No entanto, os analistas não concordam com essa visão.
“O grande argumento, inclusive do presidente, é que o militar velho não pode estar na ativa”, afirma Boucinhas. “Mas isso já evoluiu muito. Hoje, alguém com 60 anos pode ser absolutamente ativo – afinal, quanto mais alta a patente, menor a chance de ele estar na linha de frente.”
Segundo ele, há muitos cargos de comando e inteligência que um militar mais velho poderia ocupar.
Reformas
No Brasil, a remuneração dos militares na reserva e as pensões de militares são regidas por uma série de legislações que vêm desde os anos 1960 – a última alteração foi por meio de uma medida provisória em 2001.
O benefício vitalício pra filhas não casadas foi extinto em 2001, portanto, quem entrou após essa data nas Forças Armadas não tem mais esse direito. Mas o governo deve continuar pagando pensões para filhas de militares pelo menos até 2060, quando ainda devem estar vivas as filhas dos últimos militares que tiveram direito ao benefício.
O Ministério da Defesa afirma que “algumas medidas têm sido avaliadas com o intuito de reduzir o déficit das pensões militares, com a ampliação do rol de contribuintes (contribuição obrigatória inclusive por parte das próprias pensionistas) e avaliação das condições de elegibilidade”.
A pasta também cita a reforma de 2001 como parte dos “esforços impetrados pelas Forças Armadas” para a redução de gastos.

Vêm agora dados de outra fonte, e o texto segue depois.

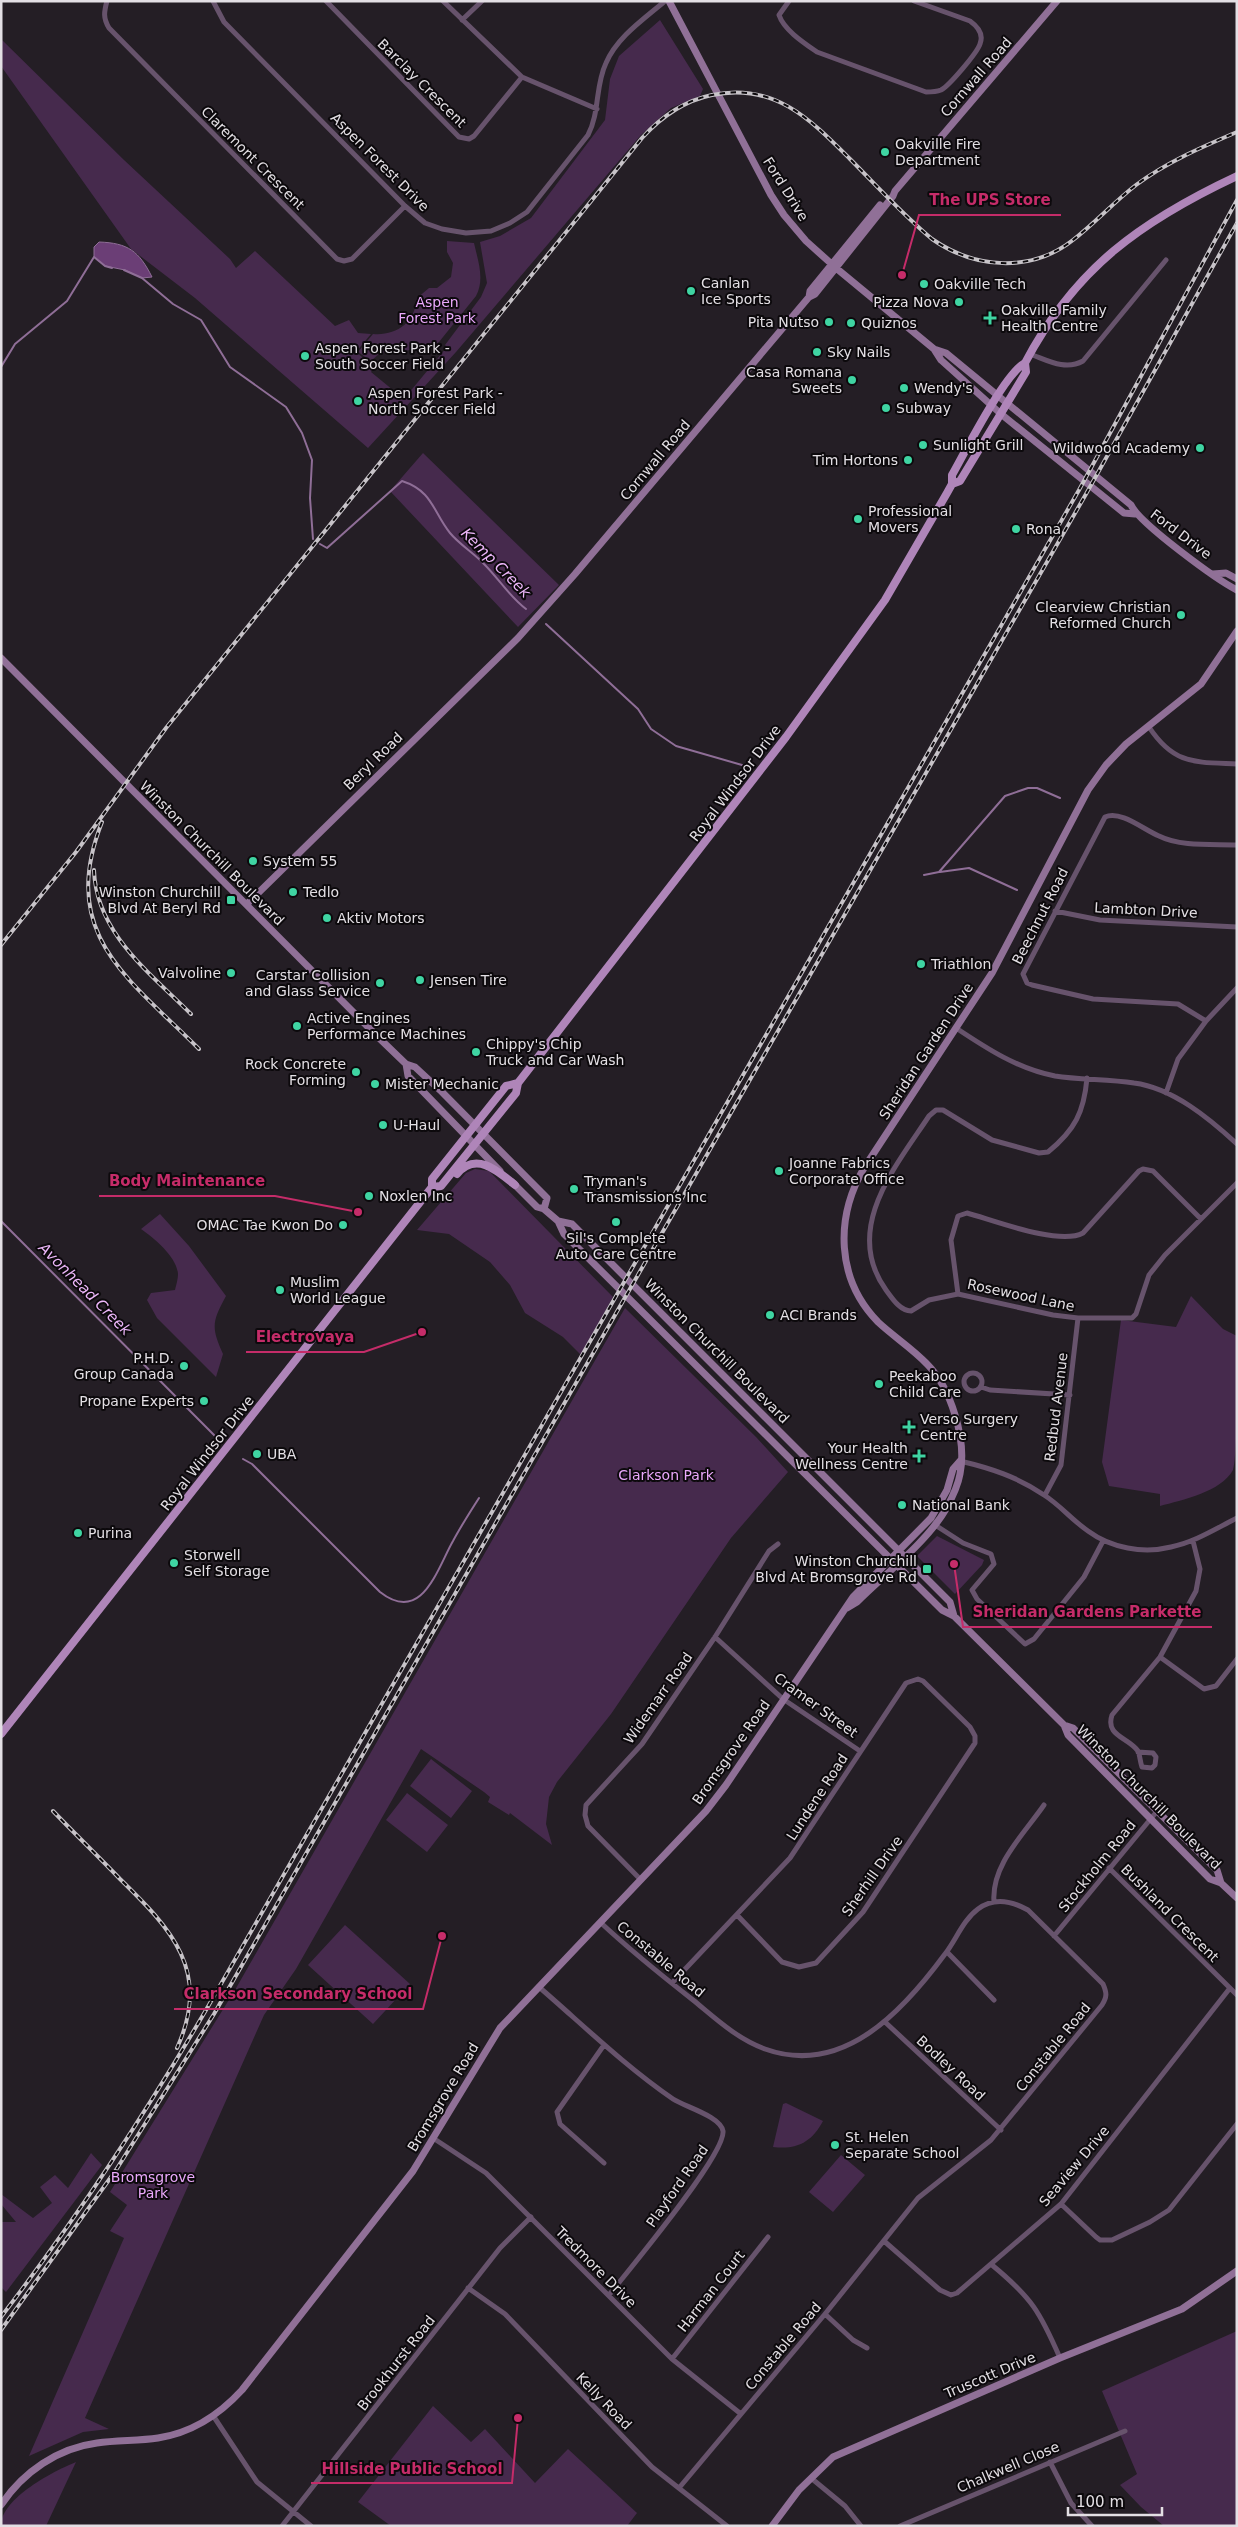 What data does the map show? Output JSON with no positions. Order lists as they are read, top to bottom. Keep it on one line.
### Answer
{"streets":{"main road":["Cornwall Road","Ford Drive","Beryl Road","Royal Windsor Drive","Winston Churchill Boulevard","Sheridan Garden Drive","Bromsgrove Road","Truscott Drive"],"street":["Barclay Crescent","Claremont Crescent","Aspen Forest Drive","Lambton Drive","Beechnut Road","Rosewood Lane","Redbud Avenue","Widemarr Road","Cramer Street","Lundene Road","Stockholm Road","Sherhill Drive","Bushland Crescent","Constable Road","Bodley Road","Seaview Drive","Playford Road","Tredmore Drive","Harman Court","Brookhurst Road","Kelly Road","Chalkwell Close"]},"crossings":[["Cornwall Road","Ford Drive"],["Cornwall Road","Beryl Road"],["Claremont Crescent","Aspen Forest Drive"],["Aspen Forest Drive","Ford Drive"],["Ford Drive","Royal Windsor Drive"],["Beryl Road","Winston Churchill Boulevard"],["Royal Windsor Drive","Winston Churchill Boulevard"],["Winston Churchill Boulevard","Sheridan Garden Drive"],["Winston Churchill Boulevard","Bromsgrove Road"],["Winston Churchill Boulevard","Stockholm Road"],["Lambton Drive","Beechnut Road"],["Sheridan Garden Drive","Bromsgrove Road"],["Rosewood Lane","Redbud Avenue"],["Widemarr Road","Cramer Street"],["Widemarr Road","Bromsgrove Road"],["Cramer Street","Bromsgrove Road"],["Cramer Street","Lundene Road"],["Bromsgrove Road","Constable Road"],["Bromsgrove Road","Playford Road"],["Bromsgrove Road","Tredmore Drive"],["Lundene Road","Sherhill Drive"],["Lundene Road","Constable Road"],["Stockholm Road","Bushland Crescent"],["Stockholm Road","Constable Road"],["Bushland Crescent","Seaview Drive"],["Constable Road","Bodley Road"],["Constable Road","Seaview Drive"],["Constable Road","Tredmore Drive"],["Constable Road","Kelly Road"],["Playford Road","Tredmore Drive"],["Tredmore Drive","Harman Court"],["Tredmore Drive","Brookhurst Road"],["Brookhurst Road","Kelly Road"]],"water":["Kemp Creek","Avonhead Creek"],"parks":["Aspen Forest Park","Clarkson Park","Bromsgrove Park"],"places":{"other":["Oakville Fire Department","The UPS Store","Oakville Tech","Canlan Ice Sports","Pizza Nova","Pita Nutso","Quiznos","Sky Nails","Aspen Forest Park - South Soccer Field","Casa Romana Sweets","Wendy's","Aspen Forest Park - North Soccer Field","Subway","Sunlight Grill","Wildwood Academy","Tim Hortons","Professional Movers","Rona","Clearview Christian Reformed Church","System 55","Tedlo","Aktiv Motors","Triathlon","Valvoline","Jensen Tire","Carstar Collision and Glass Service","Active Engines Performance Machines","Chippy's Chip Truck and Car Wash","Rock Concrete Forming","Mister Mechanic","U-Haul","Joanne Fabrics Corporate Office","Tryman's Transmissions Inc","Noxlen Inc","Body Maintenance","Sil's Complete Auto Care Centre","OMAC Tae Kwon Do","Muslim World League","ACI Brands","Electrovaya","P.H.D. Group Canada","Peekaboo Child Care","Propane Experts","UBA","National Bank","Purina","Storwell Self Storage","Sheridan Gardens Parkette","Clarkson Secondary School","St. Helen Separate School","Hillside Public School"],"health":["Oakville Family Health Centre","Verso Surgery Centre","Your Health Wellness Centre"],"transit":["Winston Churchill Blvd At Beryl Rd","Winston Churchill Blvd At Bromsgrove Rd"]},"scale_bar":"100 m"} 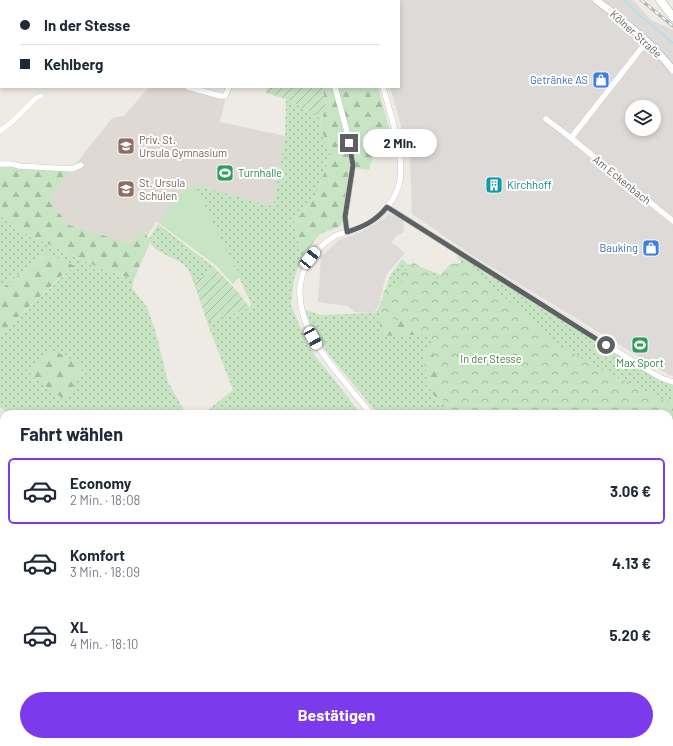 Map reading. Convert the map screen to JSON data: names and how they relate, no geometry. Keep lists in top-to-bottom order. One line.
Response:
{"streets":{"street":["Kölner Straße","Am Eckenbach"]},"parks":["In der Stesse"],"places":{"shop":["Getränke AS","Bauking"],"school or university":["Priv. St. Ursula Gymnasium","St. Ursula Schulen"],"sports":["Turnhalle","Max Sport"],"building":["Kirchhoff"]},"page":{"banner":["In der Stesse","Kehlberg"],"bubble":"2 Min.","heading":"Fahrt wählen","list":[{"name":"Economy","note":"2 Min. · 18:08","value":"3.06 €"},{"name":"Komfort","note":"3 Min. · 18:09","value":"4.13 €"},{"name":"XL","note":"4 Min. · 18:10","value":"5.20 €"}],"buttons":"Bestätigen"}} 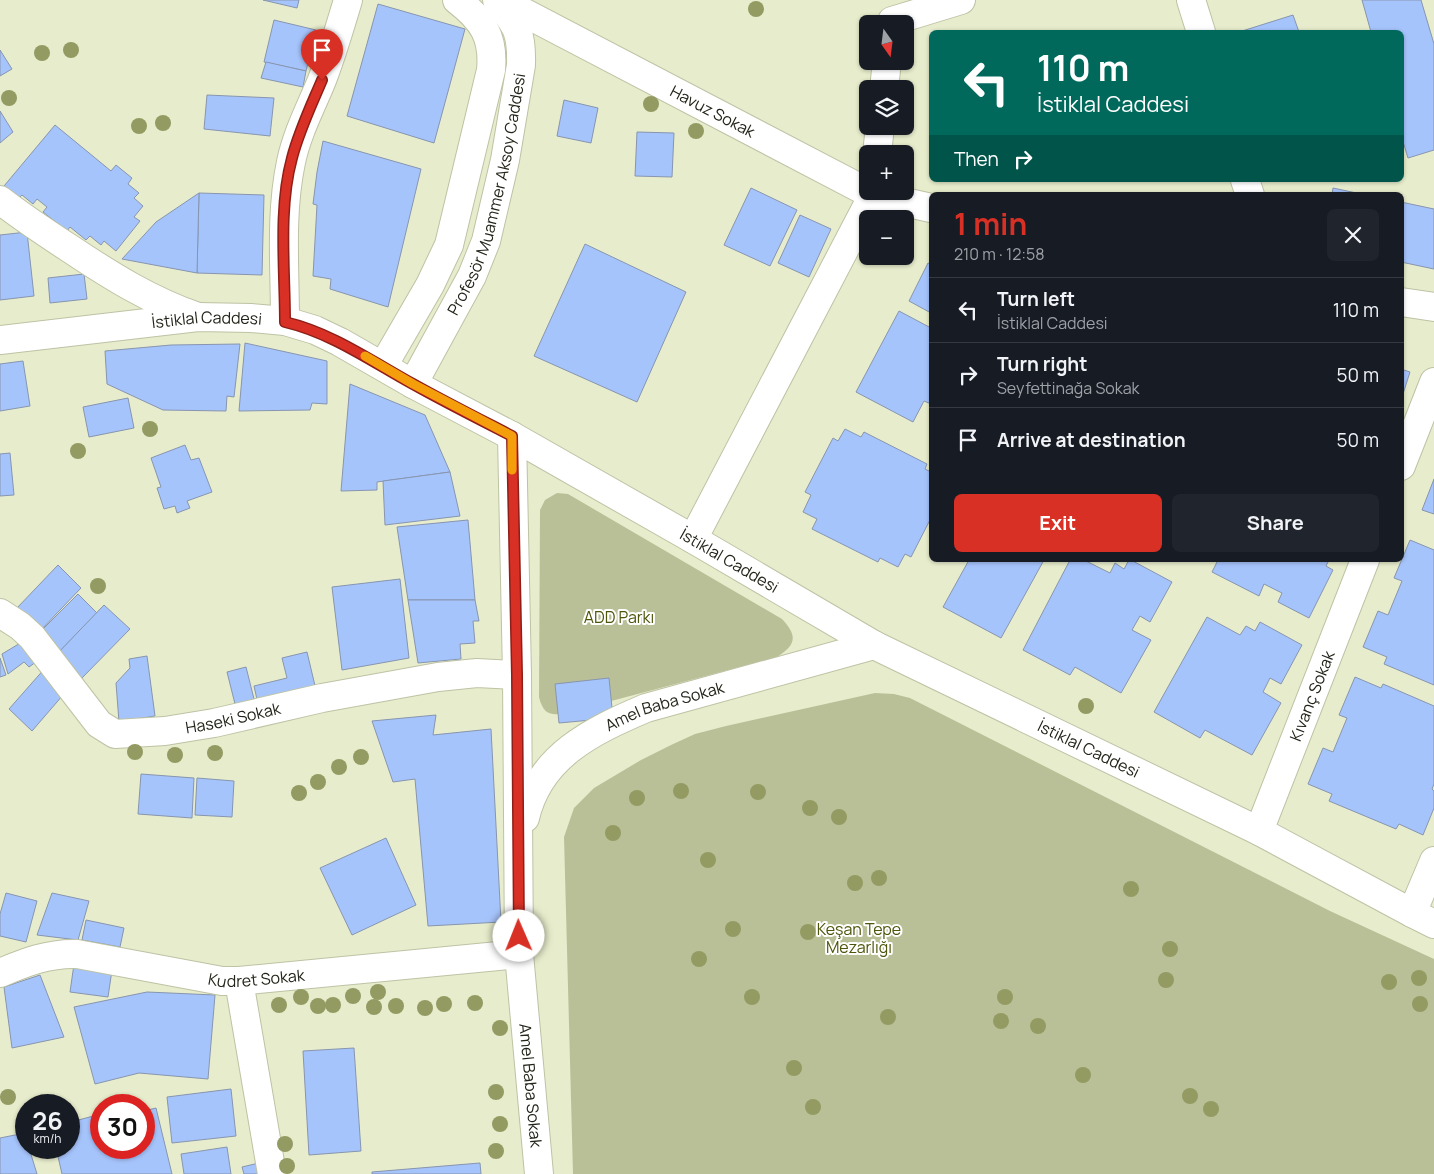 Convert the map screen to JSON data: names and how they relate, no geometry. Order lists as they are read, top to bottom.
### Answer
{
  "streets": {
    "street": [
      "Havuz Sokak",
      "Profesör Muammer Aksoy Caddesi",
      "İstiklal Caddesi",
      "Kıvanç Sokak",
      "Amel Baba Sokak",
      "Haseki Sokak",
      "Kudret Sokak"
    ]
  },
  "crossings": [
    ["Havuz Sokak", "Profesör Muammer Aksoy Caddesi"],
    ["Profesör Muammer Aksoy Caddesi", "İstiklal Caddesi"],
    ["İstiklal Caddesi", "Kıvanç Sokak"],
    ["İstiklal Caddesi", "Amel Baba Sokak"],
    ["Amel Baba Sokak", "Haseki Sokak"],
    ["Amel Baba Sokak", "Kudret Sokak"]
  ],
  "parks": ["ADD Parkı", "Keşan Tepe Mezarlığı"],
  "north": "bottom",
  "page": {
    "map_buttons": ["+", "−"],
    "turn": ["110 m", "İstiklal Caddesi"],
    "then": "Then",
    "heading": ["1 min", "210 m · 12:58"],
    "list": [
      {
        "name": "Turn left",
        "note": "İstiklal Caddesi",
        "value": "110 m"
      },
      {
        "name": "Turn right",
        "note": "Seyfettinağa Sokak",
        "value": "50 m"
      },
      {
        "name": "Arrive at destination",
        "value": "50 m"
      }
    ],
    "buttons": ["Exit", "Share"],
    "speed": "26 km/h",
    "limit": "30"
  }
}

A mudança não alterou as outras possibilidades de pensão. Viúvas e viúvos de militares continuam recebendo pensão integral, assim como dependentes de até 21 anos.
Para os analistas, mesmo levando em conta as suas especificidades, a carreira militar no Brasil precisa ser repensada com urgência. “Quando mais se retardar isso, mais vamos sobrecarregar os trabalhadores da iniciativa privada com os ônus”, afirma Boucinhas.
“Como dizia o (um dos criadores do Plano Real) Gustavo Franco, todo privilégio vira imposto.”
Segundo o ministério, a falta de direitos remuneratórios (como o FGTS) “rende anualmente à União uma economia da ordem de R$ 23 bilhões, valor equivalente às despesas com militares inativos. Em outras palavras, significa dizer que a economia gerada pela ausência de direitos remuneratórios para os militares ativos em serviço é transferida para o pagamento de inativos.”
Apesar de afirmar que o sistema atualmente é “autossustentável”, o Ministério da Defesa diz que “tem conduzido estudos no intuito de aperfeiçoar o Sistema de Proteção Social dos Militares, visando, no que couber, a redução de gastos, sem provocar danos colaterais que possam comprometer o cumprimento da missão constitucional das Forças Armadas”.
No entanto, não há uma data para seu envio ao Congresso. “Os estudos já estão em fase bem avançada, porém, em função da complexidade e a constante evolução dos acontecimentos, não podem ser entendidos como um produto acabado”, afirma o ministério.